=== MATERIAL SUPPLIED ===

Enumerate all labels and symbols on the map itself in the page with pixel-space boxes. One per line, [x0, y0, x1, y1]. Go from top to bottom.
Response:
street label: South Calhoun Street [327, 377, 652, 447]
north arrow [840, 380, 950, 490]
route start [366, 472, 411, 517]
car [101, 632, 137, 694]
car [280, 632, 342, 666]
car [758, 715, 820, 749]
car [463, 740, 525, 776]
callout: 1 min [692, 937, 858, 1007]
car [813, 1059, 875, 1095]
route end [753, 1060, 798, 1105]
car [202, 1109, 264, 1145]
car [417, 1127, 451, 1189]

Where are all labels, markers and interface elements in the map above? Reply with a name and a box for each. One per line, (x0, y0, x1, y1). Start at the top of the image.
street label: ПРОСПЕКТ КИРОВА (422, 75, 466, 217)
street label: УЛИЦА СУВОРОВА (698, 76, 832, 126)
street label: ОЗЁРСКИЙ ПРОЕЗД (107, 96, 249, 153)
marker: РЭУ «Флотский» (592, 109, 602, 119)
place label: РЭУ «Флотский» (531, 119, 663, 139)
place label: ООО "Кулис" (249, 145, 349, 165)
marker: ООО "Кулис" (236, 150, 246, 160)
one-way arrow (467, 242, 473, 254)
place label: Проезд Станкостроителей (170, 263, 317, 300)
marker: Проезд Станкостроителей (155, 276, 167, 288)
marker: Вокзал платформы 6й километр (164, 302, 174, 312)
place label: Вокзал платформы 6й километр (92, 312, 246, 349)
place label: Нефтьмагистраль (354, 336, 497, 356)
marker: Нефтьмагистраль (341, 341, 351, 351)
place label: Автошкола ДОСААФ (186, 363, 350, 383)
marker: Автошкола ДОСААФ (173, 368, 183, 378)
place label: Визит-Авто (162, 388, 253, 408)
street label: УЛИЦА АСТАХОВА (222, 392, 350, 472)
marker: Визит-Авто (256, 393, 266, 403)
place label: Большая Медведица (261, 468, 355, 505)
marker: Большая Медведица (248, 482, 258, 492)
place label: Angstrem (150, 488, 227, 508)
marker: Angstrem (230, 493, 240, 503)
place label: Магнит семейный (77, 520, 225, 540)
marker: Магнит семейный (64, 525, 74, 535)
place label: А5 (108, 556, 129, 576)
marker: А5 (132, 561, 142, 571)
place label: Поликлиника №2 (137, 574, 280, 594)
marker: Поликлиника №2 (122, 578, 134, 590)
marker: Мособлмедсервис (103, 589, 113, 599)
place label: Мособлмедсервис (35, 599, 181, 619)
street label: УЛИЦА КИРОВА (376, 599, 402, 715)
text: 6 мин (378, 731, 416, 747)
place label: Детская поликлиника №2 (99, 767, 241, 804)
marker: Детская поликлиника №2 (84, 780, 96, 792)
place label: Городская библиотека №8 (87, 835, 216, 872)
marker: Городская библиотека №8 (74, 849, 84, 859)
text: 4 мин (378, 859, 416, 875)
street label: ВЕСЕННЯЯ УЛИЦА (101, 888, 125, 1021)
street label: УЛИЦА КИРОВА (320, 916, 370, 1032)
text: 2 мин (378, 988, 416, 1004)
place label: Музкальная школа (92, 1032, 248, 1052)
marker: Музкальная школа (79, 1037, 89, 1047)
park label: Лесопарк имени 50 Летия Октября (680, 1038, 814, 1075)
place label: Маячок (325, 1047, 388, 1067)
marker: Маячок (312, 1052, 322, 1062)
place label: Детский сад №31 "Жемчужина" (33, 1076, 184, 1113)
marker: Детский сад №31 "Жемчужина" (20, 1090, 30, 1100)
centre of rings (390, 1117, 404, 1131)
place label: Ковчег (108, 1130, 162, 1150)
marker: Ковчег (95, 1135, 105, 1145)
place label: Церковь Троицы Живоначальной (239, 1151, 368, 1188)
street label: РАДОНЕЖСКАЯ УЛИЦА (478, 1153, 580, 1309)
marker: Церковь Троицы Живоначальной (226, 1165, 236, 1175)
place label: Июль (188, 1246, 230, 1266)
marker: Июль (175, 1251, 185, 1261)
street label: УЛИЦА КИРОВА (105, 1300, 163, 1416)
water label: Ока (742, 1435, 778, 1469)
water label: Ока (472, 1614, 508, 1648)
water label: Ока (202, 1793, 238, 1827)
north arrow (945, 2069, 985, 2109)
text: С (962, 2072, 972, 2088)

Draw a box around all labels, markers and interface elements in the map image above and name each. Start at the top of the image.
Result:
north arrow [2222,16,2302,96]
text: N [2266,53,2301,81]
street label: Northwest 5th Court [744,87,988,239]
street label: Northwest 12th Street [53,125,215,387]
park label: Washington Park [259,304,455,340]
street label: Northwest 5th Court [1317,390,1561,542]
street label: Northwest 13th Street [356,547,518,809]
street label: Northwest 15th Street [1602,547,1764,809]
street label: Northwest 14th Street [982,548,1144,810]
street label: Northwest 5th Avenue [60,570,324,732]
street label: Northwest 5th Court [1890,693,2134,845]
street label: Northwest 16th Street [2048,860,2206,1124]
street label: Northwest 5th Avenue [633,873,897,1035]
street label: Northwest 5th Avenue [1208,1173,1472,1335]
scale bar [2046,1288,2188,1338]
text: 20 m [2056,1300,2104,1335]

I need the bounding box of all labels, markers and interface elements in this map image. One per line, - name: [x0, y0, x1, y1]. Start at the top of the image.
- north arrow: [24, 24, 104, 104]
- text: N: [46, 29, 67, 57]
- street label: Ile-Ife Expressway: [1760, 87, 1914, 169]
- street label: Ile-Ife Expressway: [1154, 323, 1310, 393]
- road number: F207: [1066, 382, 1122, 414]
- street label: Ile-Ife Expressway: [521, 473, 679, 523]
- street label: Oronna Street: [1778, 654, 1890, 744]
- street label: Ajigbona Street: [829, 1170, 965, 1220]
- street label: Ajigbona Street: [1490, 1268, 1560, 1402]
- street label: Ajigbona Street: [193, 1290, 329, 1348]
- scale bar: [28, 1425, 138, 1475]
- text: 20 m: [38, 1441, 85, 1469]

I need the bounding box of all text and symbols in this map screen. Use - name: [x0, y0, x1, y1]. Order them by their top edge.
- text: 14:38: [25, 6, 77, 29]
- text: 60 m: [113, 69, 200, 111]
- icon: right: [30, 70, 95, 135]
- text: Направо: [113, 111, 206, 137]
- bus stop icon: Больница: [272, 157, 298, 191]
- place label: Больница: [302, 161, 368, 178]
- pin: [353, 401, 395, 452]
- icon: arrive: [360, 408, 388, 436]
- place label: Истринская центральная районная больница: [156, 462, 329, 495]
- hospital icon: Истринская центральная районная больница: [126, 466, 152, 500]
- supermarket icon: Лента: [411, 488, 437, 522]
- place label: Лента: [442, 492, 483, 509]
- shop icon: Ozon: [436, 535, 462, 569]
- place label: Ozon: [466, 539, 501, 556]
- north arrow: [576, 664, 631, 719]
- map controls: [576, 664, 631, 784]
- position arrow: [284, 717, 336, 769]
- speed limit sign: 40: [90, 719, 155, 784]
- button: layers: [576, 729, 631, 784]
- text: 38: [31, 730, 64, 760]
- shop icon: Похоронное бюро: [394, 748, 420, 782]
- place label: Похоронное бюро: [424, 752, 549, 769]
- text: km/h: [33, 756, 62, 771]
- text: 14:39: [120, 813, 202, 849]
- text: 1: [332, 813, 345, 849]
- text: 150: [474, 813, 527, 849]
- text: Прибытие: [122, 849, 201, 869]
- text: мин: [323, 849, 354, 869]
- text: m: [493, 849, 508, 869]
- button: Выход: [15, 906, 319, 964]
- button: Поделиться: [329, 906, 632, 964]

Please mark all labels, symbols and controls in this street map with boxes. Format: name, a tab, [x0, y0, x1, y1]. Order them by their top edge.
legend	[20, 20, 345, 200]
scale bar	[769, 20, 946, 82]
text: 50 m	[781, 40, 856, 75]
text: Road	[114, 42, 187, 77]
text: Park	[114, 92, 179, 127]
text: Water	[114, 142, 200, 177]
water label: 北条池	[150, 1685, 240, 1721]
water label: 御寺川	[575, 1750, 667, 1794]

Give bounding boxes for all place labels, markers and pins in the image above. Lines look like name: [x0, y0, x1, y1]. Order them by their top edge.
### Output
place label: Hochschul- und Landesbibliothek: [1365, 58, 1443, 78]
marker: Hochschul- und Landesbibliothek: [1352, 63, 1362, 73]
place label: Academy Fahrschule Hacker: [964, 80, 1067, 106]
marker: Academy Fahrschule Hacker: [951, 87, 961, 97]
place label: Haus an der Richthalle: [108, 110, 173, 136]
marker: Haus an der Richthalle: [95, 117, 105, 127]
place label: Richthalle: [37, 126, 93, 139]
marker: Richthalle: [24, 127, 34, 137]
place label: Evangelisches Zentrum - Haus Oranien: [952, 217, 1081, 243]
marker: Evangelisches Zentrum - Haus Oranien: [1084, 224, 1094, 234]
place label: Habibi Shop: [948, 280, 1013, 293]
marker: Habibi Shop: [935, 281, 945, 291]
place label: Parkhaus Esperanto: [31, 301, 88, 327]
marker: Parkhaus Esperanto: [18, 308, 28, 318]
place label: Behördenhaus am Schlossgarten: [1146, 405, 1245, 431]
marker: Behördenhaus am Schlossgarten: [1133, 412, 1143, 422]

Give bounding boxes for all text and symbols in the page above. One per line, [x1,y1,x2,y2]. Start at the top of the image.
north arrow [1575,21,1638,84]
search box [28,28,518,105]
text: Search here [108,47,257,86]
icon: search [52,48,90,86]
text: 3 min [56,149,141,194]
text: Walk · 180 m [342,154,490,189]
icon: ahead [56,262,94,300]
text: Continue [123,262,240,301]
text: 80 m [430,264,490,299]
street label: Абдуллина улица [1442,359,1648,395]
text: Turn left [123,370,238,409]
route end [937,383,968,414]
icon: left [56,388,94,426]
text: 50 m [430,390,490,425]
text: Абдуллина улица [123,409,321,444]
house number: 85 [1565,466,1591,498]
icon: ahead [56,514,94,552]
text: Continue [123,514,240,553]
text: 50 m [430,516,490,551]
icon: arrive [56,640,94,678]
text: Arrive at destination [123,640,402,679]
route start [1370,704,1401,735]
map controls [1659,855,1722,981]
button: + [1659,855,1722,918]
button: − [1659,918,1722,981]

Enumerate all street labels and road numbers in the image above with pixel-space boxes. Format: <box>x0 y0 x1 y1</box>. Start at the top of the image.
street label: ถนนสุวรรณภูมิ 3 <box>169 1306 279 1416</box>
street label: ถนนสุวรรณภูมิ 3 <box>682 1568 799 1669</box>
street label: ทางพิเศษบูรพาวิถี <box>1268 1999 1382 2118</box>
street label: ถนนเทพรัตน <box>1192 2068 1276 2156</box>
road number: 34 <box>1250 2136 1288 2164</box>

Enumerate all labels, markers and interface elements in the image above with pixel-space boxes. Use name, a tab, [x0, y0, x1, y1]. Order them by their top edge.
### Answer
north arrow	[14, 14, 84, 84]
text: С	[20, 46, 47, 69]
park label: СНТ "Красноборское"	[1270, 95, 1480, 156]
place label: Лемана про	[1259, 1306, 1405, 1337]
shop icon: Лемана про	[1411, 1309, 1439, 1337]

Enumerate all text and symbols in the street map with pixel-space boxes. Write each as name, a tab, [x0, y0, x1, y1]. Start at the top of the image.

===

Using the records above, copy word for word the line with "Please mark all", the line with "Give bounding boxes for all place", and every line between them.

Please mark all labels, symbols and controls in this street map with boxes. Format: name, a tab, [x0, y0, x1, y1]. Order them by their top edge.
legend	[20, 20, 345, 200]
scale bar	[769, 20, 946, 82]
text: 50 m	[781, 40, 856, 75]
text: Road	[114, 42, 187, 77]
text: Park	[114, 92, 179, 127]
text: Water	[114, 142, 200, 177]
water label: 北条池	[150, 1685, 240, 1721]
water label: 御寺川	[575, 1750, 667, 1794]

Give bounding boxes for all place labels, markers and pins in the image above. Lines look like name: [x0, y0, x1, y1]. Order them by their top edge.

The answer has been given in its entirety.